*** DATA TO EXAMINE ***

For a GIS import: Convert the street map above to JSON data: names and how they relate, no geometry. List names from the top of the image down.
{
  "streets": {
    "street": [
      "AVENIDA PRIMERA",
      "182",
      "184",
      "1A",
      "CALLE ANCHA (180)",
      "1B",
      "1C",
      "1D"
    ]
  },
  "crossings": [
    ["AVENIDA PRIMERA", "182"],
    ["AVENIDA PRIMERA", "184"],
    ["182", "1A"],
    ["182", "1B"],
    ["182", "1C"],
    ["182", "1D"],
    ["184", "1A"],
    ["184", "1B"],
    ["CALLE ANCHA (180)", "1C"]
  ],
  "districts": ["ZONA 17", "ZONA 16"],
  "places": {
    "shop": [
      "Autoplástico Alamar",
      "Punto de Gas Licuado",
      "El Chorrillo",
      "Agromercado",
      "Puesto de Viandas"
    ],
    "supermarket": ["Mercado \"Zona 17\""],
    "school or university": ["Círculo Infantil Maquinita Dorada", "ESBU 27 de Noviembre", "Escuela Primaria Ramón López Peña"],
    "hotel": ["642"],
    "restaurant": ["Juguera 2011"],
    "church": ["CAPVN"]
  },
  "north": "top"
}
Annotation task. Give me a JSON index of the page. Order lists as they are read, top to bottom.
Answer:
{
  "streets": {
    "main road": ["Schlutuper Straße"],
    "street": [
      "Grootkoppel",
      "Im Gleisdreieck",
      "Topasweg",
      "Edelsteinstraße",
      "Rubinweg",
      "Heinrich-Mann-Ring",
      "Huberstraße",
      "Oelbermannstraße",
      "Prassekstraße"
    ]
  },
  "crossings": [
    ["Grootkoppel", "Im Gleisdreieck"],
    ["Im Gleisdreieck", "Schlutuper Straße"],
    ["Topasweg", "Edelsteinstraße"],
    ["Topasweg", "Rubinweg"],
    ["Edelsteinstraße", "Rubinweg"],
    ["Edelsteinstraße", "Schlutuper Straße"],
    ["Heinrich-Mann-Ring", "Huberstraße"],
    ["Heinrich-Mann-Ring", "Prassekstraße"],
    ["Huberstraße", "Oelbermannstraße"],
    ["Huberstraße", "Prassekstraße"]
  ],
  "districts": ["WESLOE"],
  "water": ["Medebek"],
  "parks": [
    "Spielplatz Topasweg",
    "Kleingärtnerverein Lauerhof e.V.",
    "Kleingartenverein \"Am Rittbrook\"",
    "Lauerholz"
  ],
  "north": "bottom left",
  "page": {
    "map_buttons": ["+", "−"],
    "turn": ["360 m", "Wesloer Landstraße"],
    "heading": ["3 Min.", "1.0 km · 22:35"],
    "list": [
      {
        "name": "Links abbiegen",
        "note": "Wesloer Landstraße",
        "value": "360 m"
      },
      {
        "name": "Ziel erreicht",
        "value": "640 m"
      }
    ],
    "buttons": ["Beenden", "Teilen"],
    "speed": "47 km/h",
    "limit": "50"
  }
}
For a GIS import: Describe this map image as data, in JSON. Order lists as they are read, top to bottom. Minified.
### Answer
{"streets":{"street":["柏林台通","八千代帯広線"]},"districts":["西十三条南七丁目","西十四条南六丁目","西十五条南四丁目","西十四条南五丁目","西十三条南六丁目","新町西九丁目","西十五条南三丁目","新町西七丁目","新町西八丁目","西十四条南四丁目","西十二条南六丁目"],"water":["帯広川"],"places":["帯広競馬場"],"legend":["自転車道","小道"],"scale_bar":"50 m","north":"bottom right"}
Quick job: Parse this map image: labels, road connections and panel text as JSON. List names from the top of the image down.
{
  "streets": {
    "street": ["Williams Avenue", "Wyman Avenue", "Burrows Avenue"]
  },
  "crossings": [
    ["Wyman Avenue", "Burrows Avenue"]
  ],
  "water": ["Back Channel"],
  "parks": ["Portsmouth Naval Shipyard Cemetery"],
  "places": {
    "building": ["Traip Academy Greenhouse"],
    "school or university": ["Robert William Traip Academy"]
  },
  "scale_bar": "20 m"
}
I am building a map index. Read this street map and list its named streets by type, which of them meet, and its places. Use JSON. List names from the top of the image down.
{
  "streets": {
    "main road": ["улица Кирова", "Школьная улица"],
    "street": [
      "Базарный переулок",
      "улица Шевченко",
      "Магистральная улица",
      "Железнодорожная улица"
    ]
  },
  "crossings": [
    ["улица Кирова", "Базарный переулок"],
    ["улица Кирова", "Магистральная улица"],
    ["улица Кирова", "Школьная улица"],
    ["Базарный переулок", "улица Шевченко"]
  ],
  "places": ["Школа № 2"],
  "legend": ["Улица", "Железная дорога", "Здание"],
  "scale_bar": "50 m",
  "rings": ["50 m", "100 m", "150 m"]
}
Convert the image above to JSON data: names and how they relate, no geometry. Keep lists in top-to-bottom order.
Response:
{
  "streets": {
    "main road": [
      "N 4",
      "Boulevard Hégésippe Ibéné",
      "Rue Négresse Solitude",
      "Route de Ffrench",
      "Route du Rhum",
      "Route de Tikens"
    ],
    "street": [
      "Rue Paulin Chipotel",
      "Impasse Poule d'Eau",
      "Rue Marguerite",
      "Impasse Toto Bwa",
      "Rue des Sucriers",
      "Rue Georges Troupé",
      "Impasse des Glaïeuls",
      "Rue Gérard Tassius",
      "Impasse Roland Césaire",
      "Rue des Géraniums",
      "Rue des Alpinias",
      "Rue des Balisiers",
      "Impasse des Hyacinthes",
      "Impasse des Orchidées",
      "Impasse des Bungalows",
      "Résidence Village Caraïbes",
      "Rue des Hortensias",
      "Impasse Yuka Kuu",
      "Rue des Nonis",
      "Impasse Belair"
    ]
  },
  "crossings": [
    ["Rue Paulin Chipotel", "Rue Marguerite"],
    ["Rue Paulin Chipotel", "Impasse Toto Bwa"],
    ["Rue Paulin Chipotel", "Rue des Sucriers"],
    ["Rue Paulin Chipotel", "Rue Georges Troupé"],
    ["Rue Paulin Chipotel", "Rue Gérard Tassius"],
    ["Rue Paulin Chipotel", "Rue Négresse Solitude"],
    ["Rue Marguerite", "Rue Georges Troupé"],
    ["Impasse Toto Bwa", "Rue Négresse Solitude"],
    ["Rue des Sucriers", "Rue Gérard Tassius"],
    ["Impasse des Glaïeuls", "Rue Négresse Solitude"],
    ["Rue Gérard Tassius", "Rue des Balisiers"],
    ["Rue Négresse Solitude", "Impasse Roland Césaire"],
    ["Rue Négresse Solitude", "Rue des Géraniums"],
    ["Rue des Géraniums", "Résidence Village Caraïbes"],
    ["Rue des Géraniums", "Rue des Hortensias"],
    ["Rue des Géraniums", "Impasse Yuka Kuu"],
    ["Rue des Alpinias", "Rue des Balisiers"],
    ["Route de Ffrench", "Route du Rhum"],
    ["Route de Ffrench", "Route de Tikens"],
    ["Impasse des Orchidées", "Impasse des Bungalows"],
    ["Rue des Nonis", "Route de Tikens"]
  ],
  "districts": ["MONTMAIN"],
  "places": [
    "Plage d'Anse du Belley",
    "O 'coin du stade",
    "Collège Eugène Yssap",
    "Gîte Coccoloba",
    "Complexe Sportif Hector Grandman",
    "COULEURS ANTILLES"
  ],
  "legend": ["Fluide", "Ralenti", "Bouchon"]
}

***

TASK DETAILS - Would you write out each entry precisely as it is given?

THE ANSWER -
For a GIS import: Convert the street map above to JSON data: names and how they relate, no geometry. List names from the top of the image down.
{
  "streets": {
    "street": [
      "AVENIDA PRIMERA",
      "182",
      "184",
      "1A",
      "CALLE ANCHA (180)",
      "1B",
      "1C",
      "1D"
    ]
  },
  "crossings": [
    ["AVENIDA PRIMERA", "182"],
    ["AVENIDA PRIMERA", "184"],
    ["182", "1A"],
    ["182", "1B"],
    ["182", "1C"],
    ["182", "1D"],
    ["184", "1A"],
    ["184", "1B"],
    ["CALLE ANCHA (180)", "1C"]
  ],
  "districts": ["ZONA 17", "ZONA 16"],
  "places": {
    "shop": [
      "Autoplástico Alamar",
      "Punto de Gas Licuado",
      "El Chorrillo",
      "Agromercado",
      "Puesto de Viandas"
    ],
    "supermarket": ["Mercado \"Zona 17\""],
    "school or university": ["Círculo Infantil Maquinita Dorada", "ESBU 27 de Noviembre", "Escuela Primaria Ramón López Peña"],
    "hotel": ["642"],
    "restaurant": ["Juguera 2011"],
    "church": ["CAPVN"]
  },
  "north": "top"
}
Annotation task. Give me a JSON index of the page. Order lists as they are read, top to bottom.
Answer:
{
  "streets": {
    "main road": ["Schlutuper Straße"],
    "street": [
      "Grootkoppel",
      "Im Gleisdreieck",
      "Topasweg",
      "Edelsteinstraße",
      "Rubinweg",
      "Heinrich-Mann-Ring",
      "Huberstraße",
      "Oelbermannstraße",
      "Prassekstraße"
    ]
  },
  "crossings": [
    ["Grootkoppel", "Im Gleisdreieck"],
    ["Im Gleisdreieck", "Schlutuper Straße"],
    ["Topasweg", "Edelsteinstraße"],
    ["Topasweg", "Rubinweg"],
    ["Edelsteinstraße", "Rubinweg"],
    ["Edelsteinstraße", "Schlutuper Straße"],
    ["Heinrich-Mann-Ring", "Huberstraße"],
    ["Heinrich-Mann-Ring", "Prassekstraße"],
    ["Huberstraße", "Oelbermannstraße"],
    ["Huberstraße", "Prassekstraße"]
  ],
  "districts": ["WESLOE"],
  "water": ["Medebek"],
  "parks": [
    "Spielplatz Topasweg",
    "Kleingärtnerverein Lauerhof e.V.",
    "Kleingartenverein \"Am Rittbrook\"",
    "Lauerholz"
  ],
  "north": "bottom left",
  "page": {
    "map_buttons": ["+", "−"],
    "turn": ["360 m", "Wesloer Landstraße"],
    "heading": ["3 Min.", "1.0 km · 22:35"],
    "list": [
      {
        "name": "Links abbiegen",
        "note": "Wesloer Landstraße",
        "value": "360 m"
      },
      {
        "name": "Ziel erreicht",
        "value": "640 m"
      }
    ],
    "buttons": ["Beenden", "Teilen"],
    "speed": "47 km/h",
    "limit": "50"
  }
}
For a GIS import: Describe this map image as data, in JSON. Order lists as they are read, top to bottom. Minified.
### Answer
{"streets":{"street":["柏林台通","八千代帯広線"]},"districts":["西十三条南七丁目","西十四条南六丁目","西十五条南四丁目","西十四条南五丁目","西十三条南六丁目","新町西九丁目","西十五条南三丁目","新町西七丁目","新町西八丁目","西十四条南四丁目","西十二条南六丁目"],"water":["帯広川"],"places":["帯広競馬場"],"legend":["自転車道","小道"],"scale_bar":"50 m","north":"bottom right"}
Quick job: Parse this map image: labels, road connections and panel text as JSON. List names from the top of the image down.
{
  "streets": {
    "street": ["Williams Avenue", "Wyman Avenue", "Burrows Avenue"]
  },
  "crossings": [
    ["Wyman Avenue", "Burrows Avenue"]
  ],
  "water": ["Back Channel"],
  "parks": ["Portsmouth Naval Shipyard Cemetery"],
  "places": {
    "building": ["Traip Academy Greenhouse"],
    "school or university": ["Robert William Traip Academy"]
  },
  "scale_bar": "20 m"
}
I am building a map index. Read this street map and list its named streets by type, which of them meet, and its places. Use JSON. List names from the top of the image down.
{
  "streets": {
    "main road": ["улица Кирова", "Школьная улица"],
    "street": [
      "Базарный переулок",
      "улица Шевченко",
      "Магистральная улица",
      "Железнодорожная улица"
    ]
  },
  "crossings": [
    ["улица Кирова", "Базарный переулок"],
    ["улица Кирова", "Магистральная улица"],
    ["улица Кирова", "Школьная улица"],
    ["Базарный переулок", "улица Шевченко"]
  ],
  "places": ["Школа № 2"],
  "legend": ["Улица", "Железная дорога", "Здание"],
  "scale_bar": "50 m",
  "rings": ["50 m", "100 m", "150 m"]
}
Convert the image above to JSON data: names and how they relate, no geometry. Keep lists in top-to-bottom order.
Response:
{
  "streets": {
    "main road": [
      "N 4",
      "Boulevard Hégésippe Ibéné",
      "Rue Négresse Solitude",
      "Route de Ffrench",
      "Route du Rhum",
      "Route de Tikens"
    ],
    "street": [
      "Rue Paulin Chipotel",
      "Impasse Poule d'Eau",
      "Rue Marguerite",
      "Impasse Toto Bwa",
      "Rue des Sucriers",
      "Rue Georges Troupé",
      "Impasse des Glaïeuls",
      "Rue Gérard Tassius",
      "Impasse Roland Césaire",
      "Rue des Géraniums",
      "Rue des Alpinias",
      "Rue des Balisiers",
      "Impasse des Hyacinthes",
      "Impasse des Orchidées",
      "Impasse des Bungalows",
      "Résidence Village Caraïbes",
      "Rue des Hortensias",
      "Impasse Yuka Kuu",
      "Rue des Nonis",
      "Impasse Belair"
    ]
  },
  "crossings": [
    ["Rue Paulin Chipotel", "Rue Marguerite"],
    ["Rue Paulin Chipotel", "Impasse Toto Bwa"],
    ["Rue Paulin Chipotel", "Rue des Sucriers"],
    ["Rue Paulin Chipotel", "Rue Georges Troupé"],
    ["Rue Paulin Chipotel", "Rue Gérard Tassius"],
    ["Rue Paulin Chipotel", "Rue Négresse Solitude"],
    ["Rue Marguerite", "Rue Georges Troupé"],
    ["Impasse Toto Bwa", "Rue Négresse Solitude"],
    ["Rue des Sucriers", "Rue Gérard Tassius"],
    ["Impasse des Glaïeuls", "Rue Négresse Solitude"],
    ["Rue Gérard Tassius", "Rue des Balisiers"],
    ["Rue Négresse Solitude", "Impasse Roland Césaire"],
    ["Rue Négresse Solitude", "Rue des Géraniums"],
    ["Rue des Géraniums", "Résidence Village Caraïbes"],
    ["Rue des Géraniums", "Rue des Hortensias"],
    ["Rue des Géraniums", "Impasse Yuka Kuu"],
    ["Rue des Alpinias", "Rue des Balisiers"],
    ["Route de Ffrench", "Route du Rhum"],
    ["Route de Ffrench", "Route de Tikens"],
    ["Impasse des Orchidées", "Impasse des Bungalows"],
    ["Rue des Nonis", "Route de Tikens"]
  ],
  "districts": ["MONTMAIN"],
  "places": [
    "Plage d'Anse du Belley",
    "O 'coin du stade",
    "Collège Eugène Yssap",
    "Gîte Coccoloba",
    "Complexe Sportif Hector Grandman",
    "COULEURS ANTILLES"
  ],
  "legend": ["Fluide", "Ralenti", "Bouchon"]
}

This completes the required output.